Jesus was or wasn’t married. We can still speculate. And even parody the speculation in cartoons. And what was your favorite line from Jesus Christ Superstar? Personally, I’ve always liked Herod’s challenge: “Prove to me that you’re no fool. Walk across my swimming pool.”
But I also get how some believers don’t appreciate the irreverent, everything-is-fair-game crowd and see satire as sacrilege. Monty Python’s The Life of Brian wasn’t funny to all the faithful, and tempers flared, of course, over Martin Scorsese’s The Last Temptation of Christ, Mel Gibson’s The Passion of the Christ and Andres Serrano’s intentionally provocative Piss Christ art. And The Book of Mormon, you can believe, has some insulted detractors.
But it comes with the territory of modernity, global-reach media and evolving concepts of freedom–from thought to expression. Most of us have made an accommodation to living in the post-Inquisition era.

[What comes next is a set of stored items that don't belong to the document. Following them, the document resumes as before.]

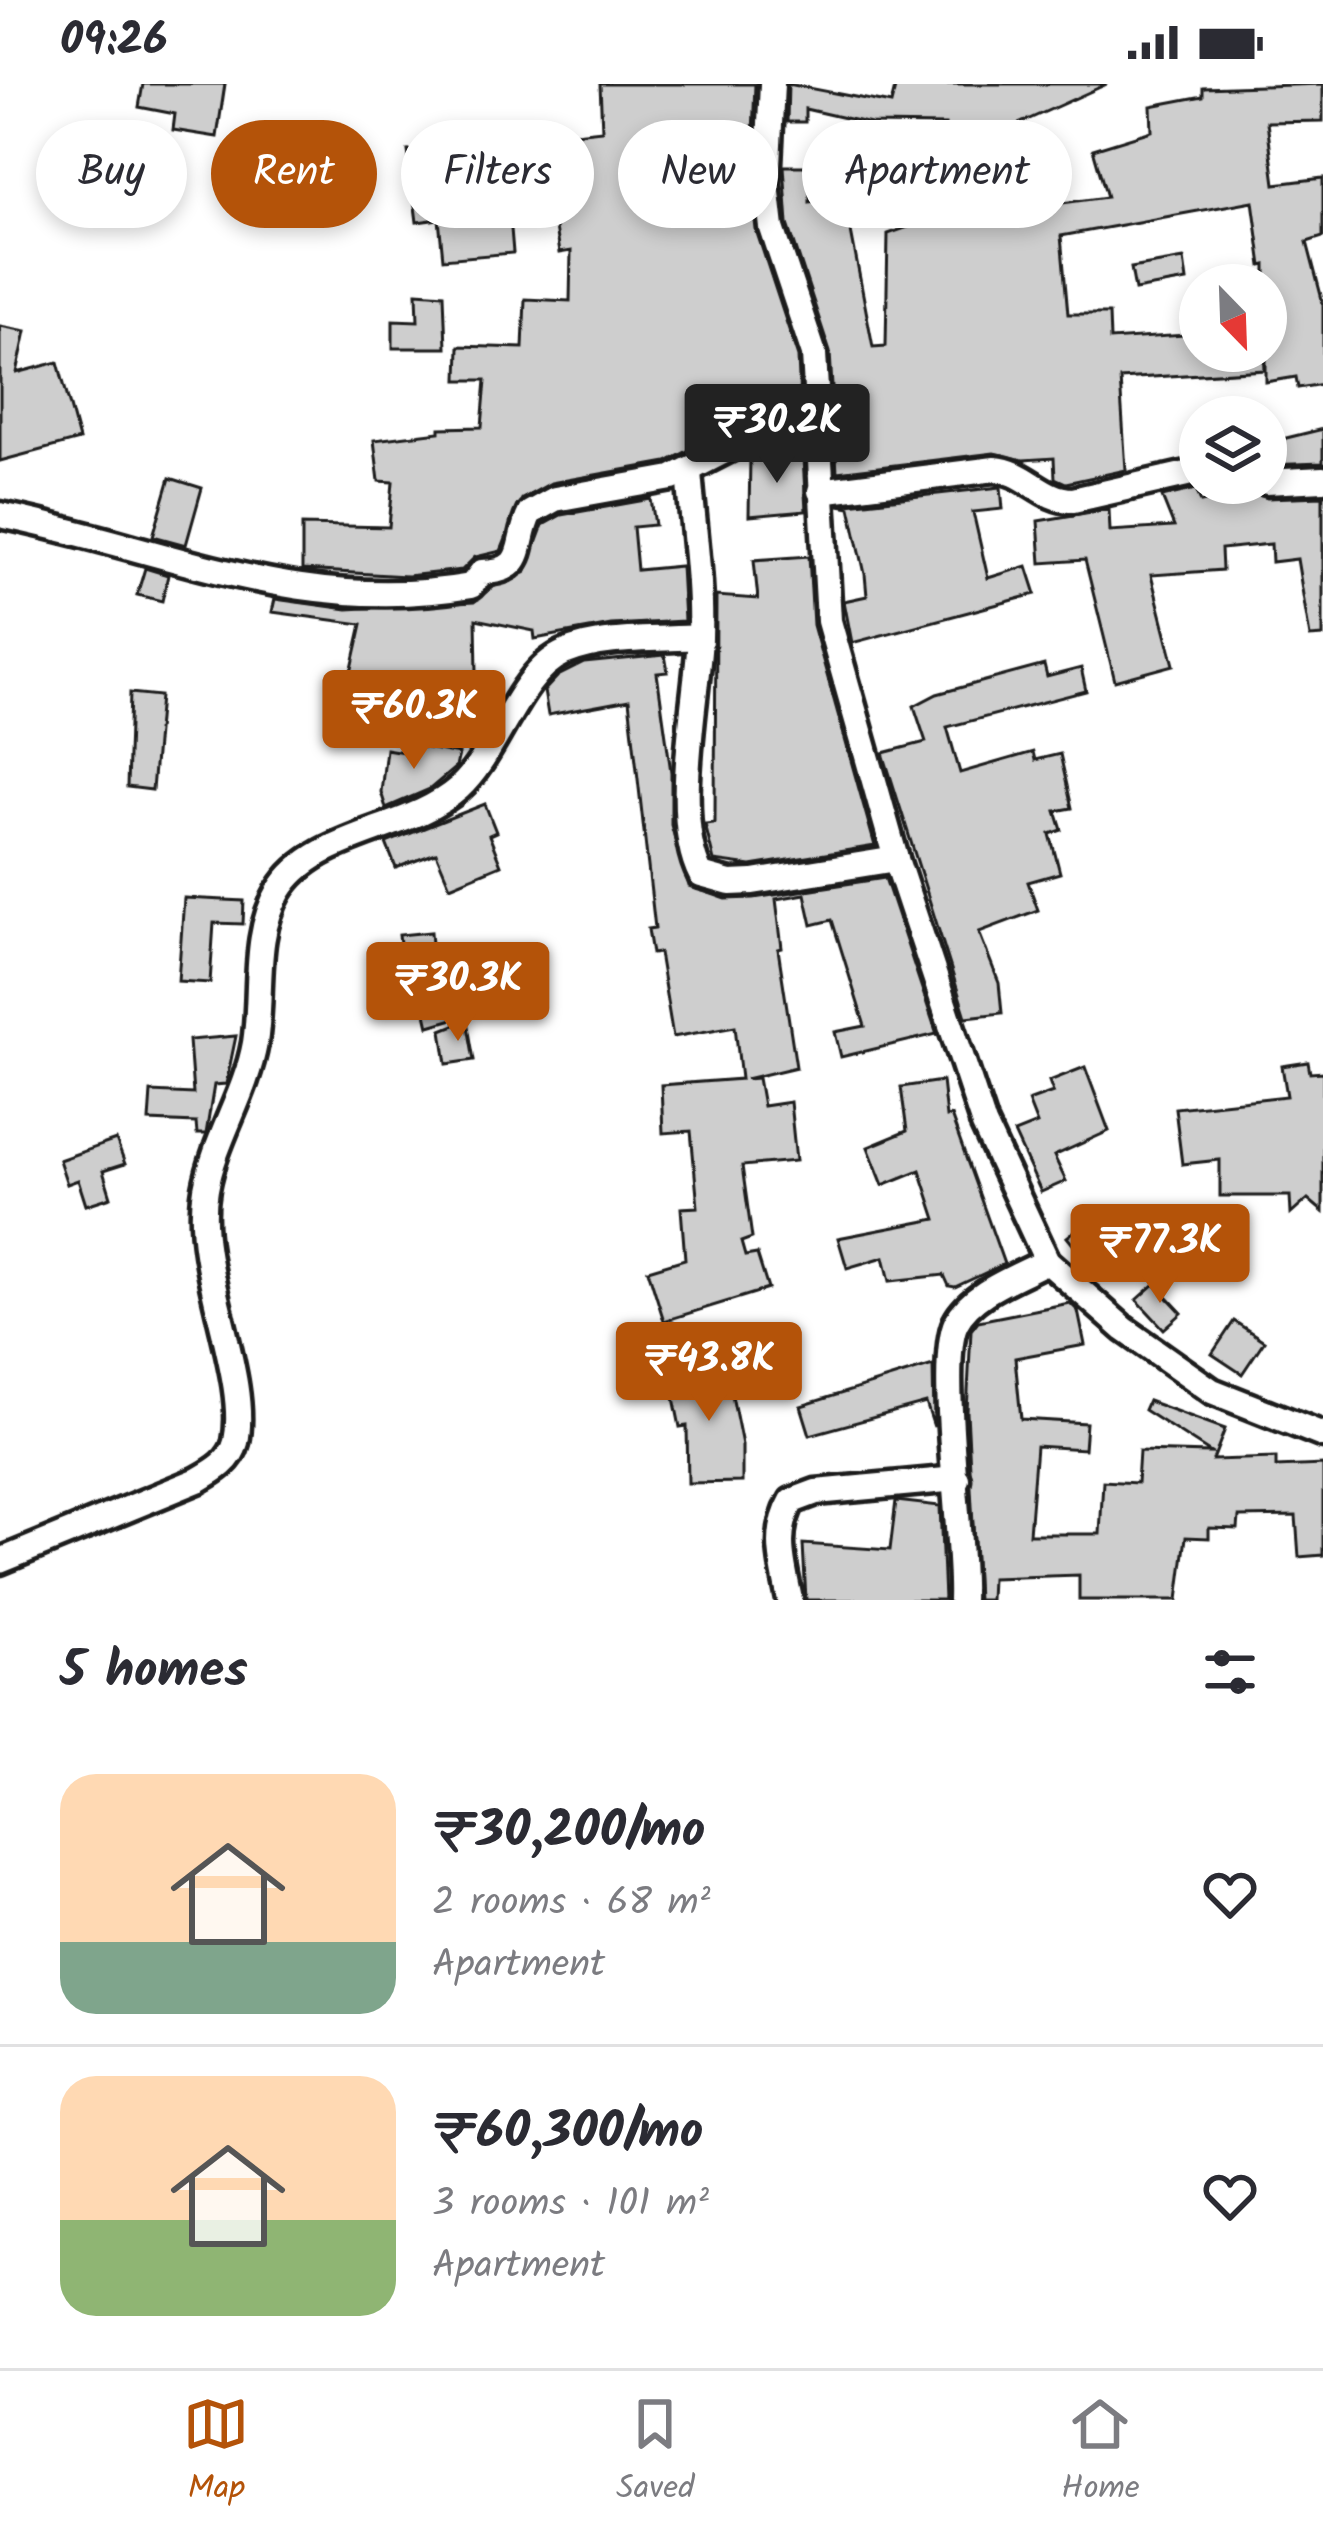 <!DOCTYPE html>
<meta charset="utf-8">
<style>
:root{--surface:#fff;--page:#f2f2f3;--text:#2b2b33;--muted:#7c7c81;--line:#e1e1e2;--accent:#b45309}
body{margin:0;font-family:Kalam,sans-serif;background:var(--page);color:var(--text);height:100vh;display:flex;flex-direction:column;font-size:45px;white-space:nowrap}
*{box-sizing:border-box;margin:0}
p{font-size:39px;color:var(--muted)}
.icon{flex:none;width:66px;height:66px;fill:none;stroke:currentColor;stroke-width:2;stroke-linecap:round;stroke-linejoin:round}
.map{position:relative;height:1516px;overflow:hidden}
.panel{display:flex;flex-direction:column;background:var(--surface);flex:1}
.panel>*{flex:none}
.top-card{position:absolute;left:36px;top:36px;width:1251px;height:108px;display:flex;gap:24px}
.needle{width:78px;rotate:157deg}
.fabs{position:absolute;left:1179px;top:180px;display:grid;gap:24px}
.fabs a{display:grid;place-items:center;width:108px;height:108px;border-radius:50%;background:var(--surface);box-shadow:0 6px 18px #0003;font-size:60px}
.price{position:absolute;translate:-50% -102px;padding:0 27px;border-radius:12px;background:var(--accent);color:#fff;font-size:39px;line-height:78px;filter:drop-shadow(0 3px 6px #0008)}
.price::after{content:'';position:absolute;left:50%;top:72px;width:36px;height:27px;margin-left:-18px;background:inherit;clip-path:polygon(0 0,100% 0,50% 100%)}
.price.on{background:#222;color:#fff}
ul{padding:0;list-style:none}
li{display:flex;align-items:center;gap:36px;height:300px;padding:0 60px}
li+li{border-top:3px solid var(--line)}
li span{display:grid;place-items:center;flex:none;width:336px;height:240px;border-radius:36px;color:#555}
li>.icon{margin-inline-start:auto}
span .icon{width:144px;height:144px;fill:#fffc;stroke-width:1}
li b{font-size:51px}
h2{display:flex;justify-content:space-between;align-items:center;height:144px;padding:0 60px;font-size:51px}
.chip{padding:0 42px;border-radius:54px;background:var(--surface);box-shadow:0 6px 18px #0003;font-size:42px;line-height:108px}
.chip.on{background:var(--accent);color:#fff}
.status{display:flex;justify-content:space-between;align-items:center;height:84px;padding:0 60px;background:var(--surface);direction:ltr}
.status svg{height:33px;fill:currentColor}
.tabs{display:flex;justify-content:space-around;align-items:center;height:168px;border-top:3px solid var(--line);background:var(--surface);font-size:33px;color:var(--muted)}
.tabs a{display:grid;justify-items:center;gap:6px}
.tabs .on{color:var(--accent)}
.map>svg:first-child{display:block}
</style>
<div class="status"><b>09:26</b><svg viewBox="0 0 49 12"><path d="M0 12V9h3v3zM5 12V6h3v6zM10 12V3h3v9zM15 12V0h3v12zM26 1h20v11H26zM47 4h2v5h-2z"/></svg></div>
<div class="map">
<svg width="1323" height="1516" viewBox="0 0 1323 1516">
<rect width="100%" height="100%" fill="#fff"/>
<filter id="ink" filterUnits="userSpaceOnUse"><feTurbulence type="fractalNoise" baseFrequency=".00833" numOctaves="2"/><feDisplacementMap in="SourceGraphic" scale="24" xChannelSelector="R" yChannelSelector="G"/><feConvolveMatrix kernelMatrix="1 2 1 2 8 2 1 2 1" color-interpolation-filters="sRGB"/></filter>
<g filter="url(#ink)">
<g fill="#cecece" stroke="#1c1c1c" stroke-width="3">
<path d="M143,0H225L217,53L173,46L175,30L139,23Z"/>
<path d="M600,0H755L751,100L756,146L798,273L801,341L746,340L747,328L693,334V364L667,378L551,399L522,415L501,467L475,473L462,486L407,492L302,486V441L389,443L393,398L379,397L374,356L440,348V344L482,343L486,296H458L459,262L523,264L525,215L570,217L571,167L559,169L547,93H569L565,50L602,46Z"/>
<path d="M788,0L891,20L896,0H1107L1014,42L1031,92L1046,88L1054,120L1107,113L1093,65L1152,47L1151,22L1203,12V4L1323,0V37L1267,38L1275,100L1323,94V153L1307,158L1323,219V300L1298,304L1296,293L1266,298V181L1262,182L1253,117L1061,152L1068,230H1109L1110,256L1200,250V267H1264L1265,286L1120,295L1126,386L1066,399L1055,394L1054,374L1023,376L994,369L837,388L830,268L788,140L784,82H810V118L844,111L873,263L886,262L888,150L925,137L905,81L945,80V41L871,40L805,25V38H787Z"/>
<path d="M504,61L513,169L443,175L439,135L417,138L408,67Z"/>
<path d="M1184,175L1187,197L1135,206L1131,184Z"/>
<path d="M417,208L444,210L446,264H393V236L418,237Z"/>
<path d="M0,242L26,247L17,289L58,278L79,356L0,377Z"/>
<path d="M1323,345V379L1266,381V359Z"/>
<path d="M750,373L803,374L806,427L749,432Z"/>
<path d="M170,394L202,404L186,461L153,452Z"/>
<path d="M1001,403L1003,425L973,428L988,494L1027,482L1036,510L852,559L844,517L867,512L865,490L850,423L839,421Z"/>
<path d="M1196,405L1201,418L1252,407L1267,414L1323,412V552L1310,553L1297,475L1272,478L1271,460L1221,465L1222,486L1151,491L1174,581L1115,597L1085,476L1041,479L1038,437L1109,425L1110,447L1174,443L1162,413Z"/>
<path d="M651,415L655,441L633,443L637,486L681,482L684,537L611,541L535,555L534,547L476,535L477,589L417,590L410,621L347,607L362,540L272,528L275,515L347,525L474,518L491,504L525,489L543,441L561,431Z"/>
<path d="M809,472L813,541L875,762L751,782L714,777L705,740L715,739L716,512L758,515L754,476Z"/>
<path d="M145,484L168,491L162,517L137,511Z"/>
<path d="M665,571L668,588L657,589L671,688V741L689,802L726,815L754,814L885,794L937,950L841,973L835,948L865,942L832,836L812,841L805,810L776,815L782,864L778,865L796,983L746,995L758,994L763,1022L790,1018L796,1077L742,1082L752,1154L741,1158L745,1172L757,1170L768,1205L664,1237L648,1186L685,1175L681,1124L698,1123L691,1047L663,1049L661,1001L741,995L735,942L673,953L659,869L652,870L648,845L655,844L629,616L548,631L544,607L558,592L584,579Z"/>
<path d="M1044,581L1047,593L1081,584L1086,607L947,643L960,689L1033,668L1035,676L1060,670L1072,724L1056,727L1062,746L1050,750L1060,789L1028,798L1038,826L979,848L999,899L1002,929L966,933L883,669L926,658L914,622L937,610Z"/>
<path d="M130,609L160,612L152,706L127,703Z"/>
<path d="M406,660L459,670L456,683L430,705L386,724L381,708L386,665L404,668Z"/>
<path d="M485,720L496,748L489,751L501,781L450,802L436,769L396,784L386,759Z"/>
<path d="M184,814L244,817L243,840L214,839L210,899L178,897Z"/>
<path d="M431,848L434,884L403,887L399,851Z"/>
<path d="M450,905L457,934L429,942L422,912Z"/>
<path d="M467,936L474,976L447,980L442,946Z"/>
<path d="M236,952L226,1000L214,1001L206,1050H197L196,1039L149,1037L151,1008L193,1010L189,956Z"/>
<path d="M1308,978L1310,989L1323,988V1128L1308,1115L1291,1130L1290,1112H1220V1076L1182,1080L1175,1024L1287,1012L1282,982Z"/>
<path d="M1085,983L1109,1047L1054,1072L1066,1097L1041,1108L1014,1049L1037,1040L1028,1017L1053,1008L1049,997Z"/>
<path d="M942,997L946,1033L951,1032L1004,1180L955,1203L949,1202L944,1191L890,1197L884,1173L847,1184L838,1154L936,1135L920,1086L883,1101L868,1063L907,1047L901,1003Z"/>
<path d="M116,1056L125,1080L103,1087L111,1113L86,1121L78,1096L67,1100L59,1076Z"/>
<path d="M1086,1138L1111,1169L1092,1184L1067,1153Z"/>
<path d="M1155,1200L1182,1229L1164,1245L1137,1216Z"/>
<path d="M1070,1219L1078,1227L1085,1261L1015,1274L1021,1335L1086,1339L1084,1365L1036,1362L1029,1450H1100L1103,1397L1137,1399L1139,1367L1211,1369L1144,1326L1148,1317L1225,1345L1213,1376L1276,1374V1383L1323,1381V1471L1299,1473L1296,1432L1239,1433L1238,1445L1209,1444V1454L1186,1453L1178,1516H1079V1491L991,1494L990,1516H977L967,1328L971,1246L978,1237Z"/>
<path d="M1234,1237L1264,1257L1242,1290L1212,1270Z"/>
<path d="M725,1277L742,1361V1398L688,1399L687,1342L680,1343L669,1289Z"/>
<path d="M933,1281L934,1343L926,1319L810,1351L801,1322Z"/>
<path d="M896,1417L940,1422L944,1516H806L803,1460L890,1466Z"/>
</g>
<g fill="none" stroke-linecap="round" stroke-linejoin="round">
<defs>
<g id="street">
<path d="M772,0L767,100L772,144L814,270L829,537L896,775L984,1041L1047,1177L1124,1245L1212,1307L1323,1351"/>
<path d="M689,387C693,442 702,498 700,553C697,616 671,734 701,791L730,799L753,798L896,775"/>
<path d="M1266,398L1323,395"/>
<path d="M820,407L995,385C1026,387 1042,416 1073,416L1200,387"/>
<path d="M0,431C163,463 299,532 471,502L482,488C529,487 514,461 530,429L555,415L672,394L746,356L817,358"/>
<path d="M0,1477L198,1396C214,1387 231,1378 236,1358C250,1291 192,1181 206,1105C215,1055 246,1010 255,959C263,909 252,852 279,807C315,747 408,749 459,704C497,670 518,589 564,569C603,552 658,556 700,553"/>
<path d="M790,1516C783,1480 773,1450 792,1417L816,1408L957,1395"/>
<path d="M961,1516C964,1458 937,1279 956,1239C972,1208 1017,1193 1047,1177"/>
</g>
</defs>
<use href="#street" stroke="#1c1c1c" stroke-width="33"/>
<use href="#street" stroke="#fff" stroke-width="24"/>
</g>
</g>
</svg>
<div class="fabs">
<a><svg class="needle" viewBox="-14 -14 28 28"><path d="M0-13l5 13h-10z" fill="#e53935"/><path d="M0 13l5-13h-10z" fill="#7c7c81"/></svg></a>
<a><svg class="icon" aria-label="layers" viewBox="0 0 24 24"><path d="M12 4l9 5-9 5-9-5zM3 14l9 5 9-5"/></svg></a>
</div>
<b class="price on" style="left:777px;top:402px">₹30.2K</b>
<b class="price" style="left:414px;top:688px">₹60.3K</b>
<b class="price" style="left:458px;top:960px">₹30.3K</b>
<b class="price" style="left:1160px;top:1222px">₹77.3K</b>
<b class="price" style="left:709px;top:1340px">₹43.8K</b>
<div class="top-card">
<a class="chip">Buy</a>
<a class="chip on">Rent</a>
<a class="chip">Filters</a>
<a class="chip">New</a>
<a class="chip">Apartment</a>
</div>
</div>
<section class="panel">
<h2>5 homes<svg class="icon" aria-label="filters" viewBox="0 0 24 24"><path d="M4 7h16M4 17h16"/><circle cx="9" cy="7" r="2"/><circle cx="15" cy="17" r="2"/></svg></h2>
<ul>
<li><span style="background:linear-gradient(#ffd9b3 70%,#7fa58c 0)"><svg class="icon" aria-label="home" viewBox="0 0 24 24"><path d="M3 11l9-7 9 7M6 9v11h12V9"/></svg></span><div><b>₹30,200/mo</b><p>2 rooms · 68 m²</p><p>Apartment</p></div><svg class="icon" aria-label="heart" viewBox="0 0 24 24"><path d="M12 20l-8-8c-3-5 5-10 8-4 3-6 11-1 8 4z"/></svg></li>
<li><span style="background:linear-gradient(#ffd9b3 60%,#8fb573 0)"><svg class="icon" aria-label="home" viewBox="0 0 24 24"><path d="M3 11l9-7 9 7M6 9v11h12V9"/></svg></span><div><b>₹60,300/mo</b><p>3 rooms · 101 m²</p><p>Apartment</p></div><svg class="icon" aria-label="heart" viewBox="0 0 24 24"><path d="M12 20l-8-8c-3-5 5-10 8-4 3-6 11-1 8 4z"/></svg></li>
</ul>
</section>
<nav class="tabs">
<a class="on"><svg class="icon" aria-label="map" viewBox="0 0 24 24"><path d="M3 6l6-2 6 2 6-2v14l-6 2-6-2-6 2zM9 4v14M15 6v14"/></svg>Map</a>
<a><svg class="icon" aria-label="saved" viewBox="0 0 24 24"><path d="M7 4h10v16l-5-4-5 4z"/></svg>Saved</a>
<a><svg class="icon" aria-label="home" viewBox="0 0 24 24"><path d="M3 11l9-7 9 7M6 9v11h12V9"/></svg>Home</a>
</nav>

But obviously not all of us.
We’ve seen Danish and French cartoons depicting Mohammed prompt outrage and street violence in numerous Muslim countries. We’ve seen a fatwa hit put out on Salman Rushdie for The Satanic Verses. We’ve seen Theo van Gogh murdered for his movie short, Submission. We’ve seen scores of people, including Americans, die as a result of that amateurish video, Innocence of Muslims. We’ve seen a Pakistani Cabinet minister offer a $100,000 reward for the death of the bozo responsible for Innocence. Ironically the filmmaker was born in Egypt. We’ve seen France go pre-emptive by shuttering 20 embassies after a French magazine ran a Mohammed cartoon satirizing Muslim–you got it–overreaction.
Well, we’ve seen enough. And, no, I’m not channeling Terry Kemple or in league with some of the anti-Muslim yahoos ferreting about in the county.
It’s one thing to turn cultural contortionist and bend over backwards to be sensitive to religious differences in our global village. “Live and let live” is more glib than easy. But lives are worth it. And it’s another thing to misuse that freedom for profit or mean-spirited perversion. We have our share and we deplore–and apologize for those responsible. Even if one of our political parties considers that appeasement.
But nothing–including blasphemy laws, lack of a free-speech tradition, a cultural thin skin and a frustrating love-hate relationship with the West–excuses the de facto encouragement of lethal overreaction to insults, perceived and real. In the name of religion, of all things. A “religion of peace” at that.
At a certain point–and it has nothing to do with ethnocentrism–it should be fair to ask: Aren’t you bigger than this? Aren’t you better than this? And aren’t you overdue to grow up?
We have our societal shortcomings, to be sure, but this one isn’t on us. It is about Islam.